» **INSTRUCTIONS TO FOLLOW**:
Each record below should be written out again exactly.

━━━━━ MATERIALS PROVIDED ━━━━━

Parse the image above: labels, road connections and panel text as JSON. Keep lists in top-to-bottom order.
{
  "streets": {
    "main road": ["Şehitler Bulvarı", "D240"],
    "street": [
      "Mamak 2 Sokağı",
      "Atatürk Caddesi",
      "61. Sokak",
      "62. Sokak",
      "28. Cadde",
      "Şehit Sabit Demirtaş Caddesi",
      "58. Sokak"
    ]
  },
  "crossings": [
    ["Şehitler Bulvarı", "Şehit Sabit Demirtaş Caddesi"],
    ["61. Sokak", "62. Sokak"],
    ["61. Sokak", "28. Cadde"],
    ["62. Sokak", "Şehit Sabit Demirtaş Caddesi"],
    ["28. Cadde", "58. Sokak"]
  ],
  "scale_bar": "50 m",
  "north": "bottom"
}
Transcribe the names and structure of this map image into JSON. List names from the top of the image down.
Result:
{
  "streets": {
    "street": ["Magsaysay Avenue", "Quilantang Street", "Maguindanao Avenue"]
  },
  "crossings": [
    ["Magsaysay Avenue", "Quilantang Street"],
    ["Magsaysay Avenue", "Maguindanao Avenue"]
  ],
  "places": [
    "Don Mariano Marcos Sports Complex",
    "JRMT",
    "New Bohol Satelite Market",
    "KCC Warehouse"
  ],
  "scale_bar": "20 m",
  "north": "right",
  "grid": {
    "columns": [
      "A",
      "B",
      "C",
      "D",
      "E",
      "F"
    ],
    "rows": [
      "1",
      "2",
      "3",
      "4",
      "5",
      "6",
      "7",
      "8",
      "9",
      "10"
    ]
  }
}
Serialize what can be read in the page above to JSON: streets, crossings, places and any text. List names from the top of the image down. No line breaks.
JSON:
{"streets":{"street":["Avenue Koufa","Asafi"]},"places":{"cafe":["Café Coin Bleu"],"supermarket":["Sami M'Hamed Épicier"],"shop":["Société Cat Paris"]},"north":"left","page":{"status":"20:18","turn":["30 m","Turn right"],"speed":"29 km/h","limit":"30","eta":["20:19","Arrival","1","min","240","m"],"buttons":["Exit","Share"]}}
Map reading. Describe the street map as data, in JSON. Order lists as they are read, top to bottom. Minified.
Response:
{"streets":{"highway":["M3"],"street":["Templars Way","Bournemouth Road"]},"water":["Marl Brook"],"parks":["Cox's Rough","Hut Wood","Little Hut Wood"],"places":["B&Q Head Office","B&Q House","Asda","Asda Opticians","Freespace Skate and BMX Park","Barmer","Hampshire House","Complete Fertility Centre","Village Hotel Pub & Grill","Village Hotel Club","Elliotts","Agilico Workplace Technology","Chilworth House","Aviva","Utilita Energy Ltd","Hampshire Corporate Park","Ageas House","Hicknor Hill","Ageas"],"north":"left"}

━━━━━

» **ANSWER FOR THE TASK**:
Parse the image above: labels, road connections and panel text as JSON. Keep lists in top-to-bottom order.
{
  "streets": {
    "main road": ["Şehitler Bulvarı", "D240"],
    "street": [
      "Mamak 2 Sokağı",
      "Atatürk Caddesi",
      "61. Sokak",
      "62. Sokak",
      "28. Cadde",
      "Şehit Sabit Demirtaş Caddesi",
      "58. Sokak"
    ]
  },
  "crossings": [
    ["Şehitler Bulvarı", "Şehit Sabit Demirtaş Caddesi"],
    ["61. Sokak", "62. Sokak"],
    ["61. Sokak", "28. Cadde"],
    ["62. Sokak", "Şehit Sabit Demirtaş Caddesi"],
    ["28. Cadde", "58. Sokak"]
  ],
  "scale_bar": "50 m",
  "north": "bottom"
}
Transcribe the names and structure of this map image into JSON. List names from the top of the image down.
Result:
{
  "streets": {
    "street": ["Magsaysay Avenue", "Quilantang Street", "Maguindanao Avenue"]
  },
  "crossings": [
    ["Magsaysay Avenue", "Quilantang Street"],
    ["Magsaysay Avenue", "Maguindanao Avenue"]
  ],
  "places": [
    "Don Mariano Marcos Sports Complex",
    "JRMT",
    "New Bohol Satelite Market",
    "KCC Warehouse"
  ],
  "scale_bar": "20 m",
  "north": "right",
  "grid": {
    "columns": [
      "A",
      "B",
      "C",
      "D",
      "E",
      "F"
    ],
    "rows": [
      "1",
      "2",
      "3",
      "4",
      "5",
      "6",
      "7",
      "8",
      "9",
      "10"
    ]
  }
}
Serialize what can be read in the page above to JSON: streets, crossings, places and any text. List names from the top of the image down. No line breaks.
JSON:
{"streets":{"street":["Avenue Koufa","Asafi"]},"places":{"cafe":["Café Coin Bleu"],"supermarket":["Sami M'Hamed Épicier"],"shop":["Société Cat Paris"]},"north":"left","page":{"status":"20:18","turn":["30 m","Turn right"],"speed":"29 km/h","limit":"30","eta":["20:19","Arrival","1","min","240","m"],"buttons":["Exit","Share"]}}
Map reading. Describe the street map as data, in JSON. Order lists as they are read, top to bottom. Minified.
Response:
{"streets":{"highway":["M3"],"street":["Templars Way","Bournemouth Road"]},"water":["Marl Brook"],"parks":["Cox's Rough","Hut Wood","Little Hut Wood"],"places":["B&Q Head Office","B&Q House","Asda","Asda Opticians","Freespace Skate and BMX Park","Barmer","Hampshire House","Complete Fertility Centre","Village Hotel Pub & Grill","Village Hotel Club","Elliotts","Agilico Workplace Technology","Chilworth House","Aviva","Utilita Energy Ltd","Hampshire Corporate Park","Ageas House","Hicknor Hill","Ageas"],"north":"left"}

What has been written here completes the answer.